As I have said in the past, raising children “properly” is 75 percent help from Heaven, and 25 percent help from Heaven. That’s right, ONE HUNDRED PERCENT Heavenly help. You basically have to be a prophet to know how best to respond to your child’s nuances, which constantly change and develop form year-to-year. 
What is good for them?
What is bad for them?
What is good for them in the short run, but not in the long run? 
What is bad for them in the short run, and but ultimately the best thing for them? 
Without prophecy, how can anyone know any of these answers with certainty?
And there is another complication to an already complicated situation. How many parents are no longer children themselves once the kids start coming? How many parents ever really grow up, at least in time to give their children the benefit of that growth? In so many situations, it’s kids raising kids, and not always clear which kid is raising which kid. 
To raise a responsible child, you have to already be a responsible adult. I don’t only mean that you go to work every day and earn a living to support your family, or make sure they’re all eating right. All that is important, VERY important, but not the overall important trait to have in life. It’s something bigger than all of that.

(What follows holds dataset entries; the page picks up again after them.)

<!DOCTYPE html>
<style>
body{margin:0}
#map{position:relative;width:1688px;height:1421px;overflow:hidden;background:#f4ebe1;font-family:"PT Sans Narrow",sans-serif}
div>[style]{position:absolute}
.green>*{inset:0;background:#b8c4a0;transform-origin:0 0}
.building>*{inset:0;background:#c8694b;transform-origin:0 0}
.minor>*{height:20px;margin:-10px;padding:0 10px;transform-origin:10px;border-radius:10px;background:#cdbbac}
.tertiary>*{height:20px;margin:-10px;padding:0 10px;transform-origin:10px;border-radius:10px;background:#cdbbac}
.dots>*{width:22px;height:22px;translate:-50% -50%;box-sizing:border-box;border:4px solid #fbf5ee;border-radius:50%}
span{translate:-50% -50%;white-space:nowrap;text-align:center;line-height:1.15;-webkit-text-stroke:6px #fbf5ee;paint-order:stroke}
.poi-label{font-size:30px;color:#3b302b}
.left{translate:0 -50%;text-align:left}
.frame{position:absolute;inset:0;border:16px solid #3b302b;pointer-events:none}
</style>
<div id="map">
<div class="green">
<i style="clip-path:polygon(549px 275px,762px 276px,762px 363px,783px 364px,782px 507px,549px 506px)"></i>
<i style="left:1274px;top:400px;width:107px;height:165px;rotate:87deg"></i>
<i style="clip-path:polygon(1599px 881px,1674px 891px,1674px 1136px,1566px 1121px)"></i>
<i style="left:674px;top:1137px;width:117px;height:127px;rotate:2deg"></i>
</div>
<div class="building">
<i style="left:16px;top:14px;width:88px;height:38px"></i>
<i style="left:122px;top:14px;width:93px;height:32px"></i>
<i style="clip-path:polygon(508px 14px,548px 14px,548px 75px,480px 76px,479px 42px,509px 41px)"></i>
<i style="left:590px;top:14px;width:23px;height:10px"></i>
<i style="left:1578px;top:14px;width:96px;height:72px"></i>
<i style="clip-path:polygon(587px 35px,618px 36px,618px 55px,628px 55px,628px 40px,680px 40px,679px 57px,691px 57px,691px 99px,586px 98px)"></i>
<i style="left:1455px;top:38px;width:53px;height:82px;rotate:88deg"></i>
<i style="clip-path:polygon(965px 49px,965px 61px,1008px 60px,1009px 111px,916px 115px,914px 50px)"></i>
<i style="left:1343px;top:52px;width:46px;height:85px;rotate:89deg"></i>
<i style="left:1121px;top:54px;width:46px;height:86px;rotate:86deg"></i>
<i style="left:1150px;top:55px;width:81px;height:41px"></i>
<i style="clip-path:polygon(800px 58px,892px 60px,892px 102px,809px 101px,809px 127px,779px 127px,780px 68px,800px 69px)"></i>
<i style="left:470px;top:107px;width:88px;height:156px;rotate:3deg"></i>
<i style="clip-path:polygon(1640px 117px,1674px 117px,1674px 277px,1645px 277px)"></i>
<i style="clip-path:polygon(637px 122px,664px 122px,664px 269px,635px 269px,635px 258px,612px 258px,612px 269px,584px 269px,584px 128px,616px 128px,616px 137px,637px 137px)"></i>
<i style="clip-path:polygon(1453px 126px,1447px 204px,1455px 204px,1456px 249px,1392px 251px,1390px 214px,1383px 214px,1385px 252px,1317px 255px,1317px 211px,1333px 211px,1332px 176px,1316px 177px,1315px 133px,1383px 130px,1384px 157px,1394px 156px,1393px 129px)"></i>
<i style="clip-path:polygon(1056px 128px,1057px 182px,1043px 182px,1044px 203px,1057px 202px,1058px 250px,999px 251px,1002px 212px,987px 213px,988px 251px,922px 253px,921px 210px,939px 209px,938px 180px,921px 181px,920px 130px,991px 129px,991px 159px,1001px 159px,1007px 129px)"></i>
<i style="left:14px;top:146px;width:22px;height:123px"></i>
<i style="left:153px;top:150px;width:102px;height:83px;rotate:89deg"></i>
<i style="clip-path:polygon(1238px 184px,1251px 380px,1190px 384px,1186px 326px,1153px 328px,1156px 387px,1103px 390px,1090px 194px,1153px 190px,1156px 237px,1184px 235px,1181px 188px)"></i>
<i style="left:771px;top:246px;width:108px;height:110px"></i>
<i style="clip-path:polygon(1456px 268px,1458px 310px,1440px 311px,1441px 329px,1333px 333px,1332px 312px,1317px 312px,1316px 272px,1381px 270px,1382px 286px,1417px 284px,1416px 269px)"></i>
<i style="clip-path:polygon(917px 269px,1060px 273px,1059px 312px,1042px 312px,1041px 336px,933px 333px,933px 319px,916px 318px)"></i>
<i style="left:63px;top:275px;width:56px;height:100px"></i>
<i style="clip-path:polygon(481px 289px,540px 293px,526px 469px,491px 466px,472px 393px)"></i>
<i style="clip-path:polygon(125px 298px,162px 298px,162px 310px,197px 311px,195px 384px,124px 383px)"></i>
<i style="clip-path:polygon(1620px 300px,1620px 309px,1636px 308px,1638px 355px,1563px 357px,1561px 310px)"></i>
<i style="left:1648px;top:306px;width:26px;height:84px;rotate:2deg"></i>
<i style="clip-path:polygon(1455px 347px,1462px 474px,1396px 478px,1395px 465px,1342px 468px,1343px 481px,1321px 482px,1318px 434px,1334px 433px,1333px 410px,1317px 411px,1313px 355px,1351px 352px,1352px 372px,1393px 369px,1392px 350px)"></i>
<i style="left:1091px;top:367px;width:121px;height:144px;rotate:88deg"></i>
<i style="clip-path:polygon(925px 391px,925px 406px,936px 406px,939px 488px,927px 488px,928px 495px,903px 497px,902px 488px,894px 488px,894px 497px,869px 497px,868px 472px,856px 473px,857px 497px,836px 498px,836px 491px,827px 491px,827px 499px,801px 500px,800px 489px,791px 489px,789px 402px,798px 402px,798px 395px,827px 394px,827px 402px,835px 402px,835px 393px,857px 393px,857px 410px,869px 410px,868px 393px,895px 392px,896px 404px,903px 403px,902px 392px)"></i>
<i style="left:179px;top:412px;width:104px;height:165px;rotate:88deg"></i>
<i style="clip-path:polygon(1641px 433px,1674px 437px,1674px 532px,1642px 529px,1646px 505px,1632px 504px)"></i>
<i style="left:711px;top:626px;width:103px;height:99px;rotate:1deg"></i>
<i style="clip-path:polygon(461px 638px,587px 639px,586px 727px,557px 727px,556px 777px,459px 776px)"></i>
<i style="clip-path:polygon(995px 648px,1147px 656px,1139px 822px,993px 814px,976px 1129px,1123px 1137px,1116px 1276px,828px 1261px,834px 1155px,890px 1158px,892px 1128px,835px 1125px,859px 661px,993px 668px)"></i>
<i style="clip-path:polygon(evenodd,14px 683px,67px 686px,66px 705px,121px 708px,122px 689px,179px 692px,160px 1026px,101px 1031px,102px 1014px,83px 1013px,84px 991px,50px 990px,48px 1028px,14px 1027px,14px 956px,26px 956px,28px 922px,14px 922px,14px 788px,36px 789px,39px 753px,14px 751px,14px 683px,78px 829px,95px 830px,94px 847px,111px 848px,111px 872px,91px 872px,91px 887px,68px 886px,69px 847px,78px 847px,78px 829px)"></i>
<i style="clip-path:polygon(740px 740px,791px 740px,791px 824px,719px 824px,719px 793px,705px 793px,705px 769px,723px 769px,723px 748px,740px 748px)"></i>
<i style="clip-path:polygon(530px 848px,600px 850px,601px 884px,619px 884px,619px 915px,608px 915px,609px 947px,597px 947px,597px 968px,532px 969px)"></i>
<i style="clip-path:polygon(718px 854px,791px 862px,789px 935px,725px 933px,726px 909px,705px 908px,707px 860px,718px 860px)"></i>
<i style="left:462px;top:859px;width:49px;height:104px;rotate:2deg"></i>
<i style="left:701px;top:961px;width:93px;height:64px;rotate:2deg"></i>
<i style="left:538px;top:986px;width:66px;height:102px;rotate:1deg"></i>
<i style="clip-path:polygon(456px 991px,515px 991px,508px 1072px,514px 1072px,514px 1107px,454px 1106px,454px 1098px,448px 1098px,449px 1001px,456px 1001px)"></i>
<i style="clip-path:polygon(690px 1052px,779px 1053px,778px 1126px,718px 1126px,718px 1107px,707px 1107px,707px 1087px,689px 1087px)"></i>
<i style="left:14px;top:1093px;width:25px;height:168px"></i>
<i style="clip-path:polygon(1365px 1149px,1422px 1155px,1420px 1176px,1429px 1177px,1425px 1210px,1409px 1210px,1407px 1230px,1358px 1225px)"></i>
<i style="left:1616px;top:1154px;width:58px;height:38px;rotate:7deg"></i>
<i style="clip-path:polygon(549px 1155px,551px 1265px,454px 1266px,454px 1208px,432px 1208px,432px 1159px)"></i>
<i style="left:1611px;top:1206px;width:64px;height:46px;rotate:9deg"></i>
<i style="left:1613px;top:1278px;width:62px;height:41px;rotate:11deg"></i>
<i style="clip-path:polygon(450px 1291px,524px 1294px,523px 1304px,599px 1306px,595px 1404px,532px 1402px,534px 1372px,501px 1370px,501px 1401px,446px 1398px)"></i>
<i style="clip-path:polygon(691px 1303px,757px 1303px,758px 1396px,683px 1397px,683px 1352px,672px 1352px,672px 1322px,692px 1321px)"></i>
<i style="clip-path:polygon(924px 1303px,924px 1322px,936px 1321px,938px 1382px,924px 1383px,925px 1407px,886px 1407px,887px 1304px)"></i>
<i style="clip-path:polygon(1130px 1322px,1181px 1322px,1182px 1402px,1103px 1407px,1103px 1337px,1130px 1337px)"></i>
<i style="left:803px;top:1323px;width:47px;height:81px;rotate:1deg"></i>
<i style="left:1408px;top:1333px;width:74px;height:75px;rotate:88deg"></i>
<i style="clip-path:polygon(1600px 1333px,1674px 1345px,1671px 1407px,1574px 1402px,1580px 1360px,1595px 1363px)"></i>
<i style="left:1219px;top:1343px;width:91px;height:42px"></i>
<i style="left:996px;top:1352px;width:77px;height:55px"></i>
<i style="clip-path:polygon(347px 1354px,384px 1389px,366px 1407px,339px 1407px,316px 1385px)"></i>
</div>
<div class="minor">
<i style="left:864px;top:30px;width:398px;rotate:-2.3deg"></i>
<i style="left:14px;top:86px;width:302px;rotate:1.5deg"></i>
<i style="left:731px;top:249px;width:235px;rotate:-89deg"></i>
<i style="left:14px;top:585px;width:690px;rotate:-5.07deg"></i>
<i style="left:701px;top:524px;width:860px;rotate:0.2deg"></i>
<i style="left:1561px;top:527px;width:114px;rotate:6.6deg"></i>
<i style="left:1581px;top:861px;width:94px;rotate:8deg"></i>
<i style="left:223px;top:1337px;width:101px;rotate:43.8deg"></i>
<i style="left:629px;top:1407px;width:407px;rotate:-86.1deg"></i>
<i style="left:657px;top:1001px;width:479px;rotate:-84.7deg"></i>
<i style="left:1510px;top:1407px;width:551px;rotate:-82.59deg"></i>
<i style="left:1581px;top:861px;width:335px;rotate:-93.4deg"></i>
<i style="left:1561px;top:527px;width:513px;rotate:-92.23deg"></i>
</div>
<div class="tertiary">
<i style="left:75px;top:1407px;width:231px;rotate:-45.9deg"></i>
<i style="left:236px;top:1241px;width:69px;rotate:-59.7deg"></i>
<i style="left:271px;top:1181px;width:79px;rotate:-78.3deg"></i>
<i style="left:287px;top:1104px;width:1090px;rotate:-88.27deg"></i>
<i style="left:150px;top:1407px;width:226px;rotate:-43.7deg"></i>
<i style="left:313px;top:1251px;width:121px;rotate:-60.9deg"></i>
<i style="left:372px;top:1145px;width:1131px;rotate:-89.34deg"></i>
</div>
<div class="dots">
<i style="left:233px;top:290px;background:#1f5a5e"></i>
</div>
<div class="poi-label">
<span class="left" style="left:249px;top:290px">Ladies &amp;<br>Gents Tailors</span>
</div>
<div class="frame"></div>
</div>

In fact, it’s called the “Big Picture.” It’s a pretty common term that is used in many ways, and it always means the same thing. It says that the short term goals of anything are only meaningful within the context of the long term goal, which means you have to know what that is. When it comes to the really important things in life, like raising children, there is no such thing as “just winging it.” 
I heard a story recently about a rabbi whose son had to make his own Kiddush on a Friday night, because he was late coming home from shul. He was late from shul because he dovened at a different shul than his father did. He had to doven at the other shul because he was late getting to shul in the first place. 
“Don’t you think it bothered me that my son could not be included in my Kiddush like the rest of my family (which was quite large), or that he did not doven in my shul with me as he usually does?” he later asked his guest, to whom he told this story. 
“Of course it bothered me!” he said, answering his own question.
“And do you know what I told him?” 
By this time, the guest in whom the rabbi was confiding felt rather uncomfortable. “Why was he being made privy to some personal family information?” he wondered to himself.
The answer was even MORE unexpected.
“Nothing,” he told his guest. “I told him NOTHING.”
As the guest absorbed the surprise answer, the rabbi honed in on his point.
“And do you know WHY I told him NOTHING?” 
The guest shook his head back and forth.
“Because, if I told him SOMETHING, then my son would have had to show me that my comments didn’t affect him, which he would have done by behaving the exact same way next week. By saying NOTHING instead, I left my son room to not make a big deal out of it, and fix the problem next week.”
I don’t know if such advice is acceptable to everyone, or would work with most children. I don’t even know if it even worked with the rabbi’s son. I just know that this rabbi was a father who was in touch with the BIGGER picture in life, and in raising children. His long term clarity instructed him how to react in the short term reality and probably helped his progeny to grow up as responsible adults. 
It’s what every GOOD parent lives to do.
It’s what EVERY child needs in order to become one.